> **EXERCISE**
Check each line of the data below for the word "lineWidth", then extract the ones that have it.

> **EXERCISE DATA**
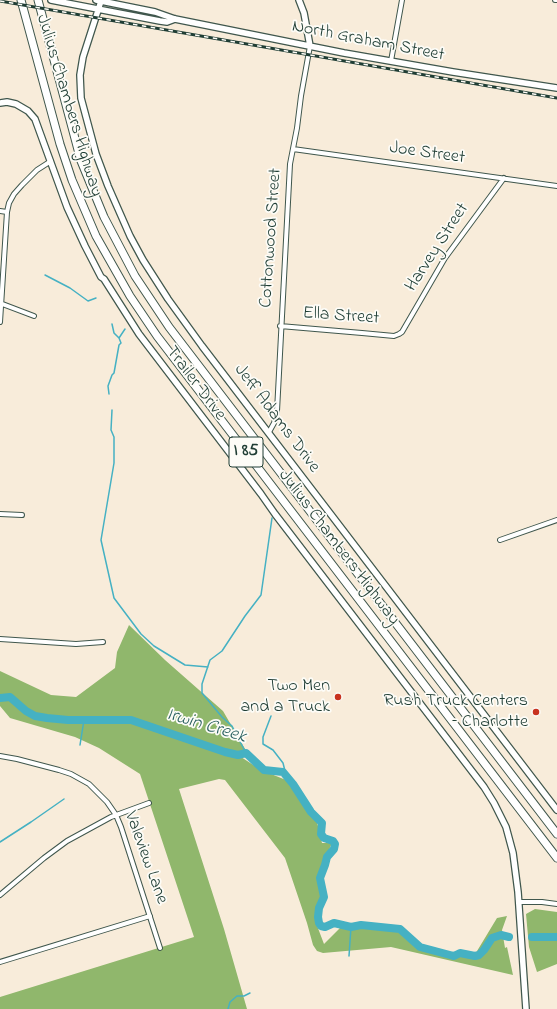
<!DOCTYPE html>
<html>
<head>
<meta charset="utf-8">
<style>
	body { margin:0 }
	canvas { display:block; background:#f8ecda }
</style>
</head>
<body>
<canvas width="557" height="1009"></canvas>
<script>
const c = document.querySelector('canvas').getContext('2d');
c.lineJoin = 'round';
function fill(path, color) { c.fillStyle = color; c.fill(path, 'evenodd'); }
const poly = rows => new Path2D(rows.map(r => 'M' + r).join(''));
function trace(path, color, width, dash) { c.strokeStyle = color; c.lineWidth = width; c.lineCap = dash ? 'butt' : 'round'; c.setLineDash(dash || []); c.stroke(path); }
function label(font, color, halo, rows, align = 'center') {
  c.font = font + ' "Indie Flower",sans-serif'; c.lineWidth = 3.5; c.setLineDash([]); c.textBaseline = 'middle'; c.strokeStyle = halo; c.fillStyle = color; for (const [text, x, y, turn = 0] of rows) {
    c.save(); c.translate(x, y); c.rotate((+turn || 0) * Math.PI / 180); c.textAlign = isNaN(turn) ? turn : align; if (halo) c.strokeText(text, 0, 0); c.fillText(text, 0, 0); c.restore();
  }
}
fill(poly([
	[129,625,165,660,223,711,248,754,241,757,261,770,286,780,317,822,322,843,332,843,318,875,318,886,324,898,316,923,324,944,342,926,352,928,382,927,405,932,422,947,447,955,461,952,474,956,497,918,507,916,502,930,505,948,507,947,513,975,391,947,323,953,317,951,313,945,307,923,285,858,225,780,219,779,179,789,224,929,247,1009,0,1009,0,997,194,937,140,774,99,748,75,737,10,718,0,706,0,671,51,695,76,697,115,668,117,652],
	[535,909,557,912,557,964,537,972,529,947,526,914]
]), '#90b76c');
trace(poly([
	[45,275,70,288,88,301,96,298],
	[119,338,125,329],
	[109,394,108,386,112,375,114,373,119,345,121,343,119,338,114,333,112,324],
	[112,410,111,430,114,437,114,463,101,540,114,598,141,634,154,646,185,665,208,667],
	[271,716,263,737,263,744,273,750,283,763,285,771,283,772],
	[80,745,84,720],
	[246,753,232,726,222,717,202,693,202,684,210,660,222,651,245,616,261,595,272,518],
	[0,842,31,822,64,799],
	[349,956,351,927],
	[228,1009,230,1002,237,996,244,996,250,993]
]), '#45b1c3', 1.5);
trace(poly([
	[0,698,10,697,26,711,35,716,47,718,68,720,131,720,225,752,238,755,246,753,264,770,283,772,293,784,311,812,322,823,321,834,324,838,333,841,335,844,334,849,327,857,325,865,320,878,324,897,319,908,318,917,319,923,321,926,325,927,334,923,351,927,361,925,400,929,420,947,450,955,454,956,460,953,475,956,479,955,484,950,492,938,501,935,509,937],
	[532,937,557,937]
]), '#45b1c3', 8);
const street = poly([
	[555,0,557,0],
	[391,61,402,0],
	[293,149,557,186],
	[0,211,7,212],
	[0,303,34,316],
	[0,322,7,212,9,203,14,194,22,185,37,170,51,161],
	[280,326,362,333,394,336,399,334,402,332,445,258,504,178],
	[269,432,274,423,277,411,290,164,297,128,301,96,310,46],
	[0,514,22,515],
	[500,540,557,520],
	[0,639,76,644,103,642],
	[0,756,17,759,59,770,71,774,89,784,107,802,116,815,121,827,160,948],
	[0,895,44,858,67,841,111,817,149,803],
	[518,902,542,902,557,904],
	[0,962,150,916]
]);
const secondary = poly([
	[51,0,160,21,167,22,175,19],
	[96,0,155,12,175,19,344,53,453,72,557,88],
	[299,0,304,13,310,46],
	[101,1,83,57,80,75,81,98,96,154,108,186,130,236,143,260,168,299,202,346,557,810],
	[0,103,7,102,16,104,28,111,35,119,67,207,85,246,101,277,104,279,139,334,261,494,275,514,484,787,494,803,506,827,513,853,518,892,526,1009]
]);
const highway = poly([
	[21,0,60,144,72,180,96,236,130,296,157,336,557,858],
	[38,0,81,161,104,217,135,276,169,327,557,834],
	[101,1,101,0]
]);
trace(street, '#40574d', 6);
trace(secondary, '#40574d', 8);
trace(highway, '#40574d', 9);
trace(street, '#fff', 4);
trace(secondary, '#fff', 5.5);
trace(highway, '#fff', 7);
const rail = poly([
	[0,1,557,98]
]);
trace(rail, '#1f3d34', 3);
trace(rail, '#fdfcf7', 1.5, [4.5]);
for (const [x, y, r, color] of [
	[338,697,4,"#c8321e"],
	[536,712,4,"#c8321e"]
]) { const dot = new Path2D(); dot.arc(x, y, r, 0, 2 * Math.PI); c.fillStyle = color; c.fill(dot); trace(dot, '#fdfcf7', 1.5); }
for (const [x, y, w] of [
	[246,452,34]
]) { const box = new Path2D(); box.roundRect(x - w / 2, y - 15, w, 30, 3); c.fillStyle = '#fdfcf7'; c.fill(box); trace(box, '#1f3d34', 1); }
label('bold 17px', '#1f3d34', null, [
	["I 85",246,452]
]);
label('18px', '#1f3d34', '#fdfcf7', [
	["North Graham Street",368,42,11],
	["Julius Chambers Highway",68,106,73],
	["Joe Street",427,154,8],
	["Cottonwood Street",272,238,-86],
	["Harvey Street",438,248,-57],
	["Ella Street",341,317,4],
	["Trailer Drive",195,384,53],
	["Jeff Adams Drive",276,419,53],
	["Julius Chambers Highway",338,548,53],
	["Valeview Lane",145,858,70]
]);
label('18px', '#1f3d34', '#fdfcf7', [
	["Two Men",330,687],
	["and a Truck",330,708],
	["Rush Truck Centers",528,702],
	["– Charlotte",528,723]
], 'right');
label('italic 19px', '#2a605f', '#fdfcf7', [
	["Irwin Creek",206,727,17]
]);
</script>
</body>
</html>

> **SOLUTION TO THIS EXERCISE**
function trace(path, color, width, dash) { c.strokeStyle = color; c.lineWidth = width; c.lineCap = dash ? 'butt' : 'round'; c.setLineDash(dash || []); c.stroke(path); }
  c.font = font + ' "Indie Flower",sans-serif'; c.lineWidth = 3.5; c.setLineDash([]); c.textBaseline = 'middle'; c.strokeStyle = halo; c.fillStyle = color; for (const [text, x, y, turn = 0] of rows) {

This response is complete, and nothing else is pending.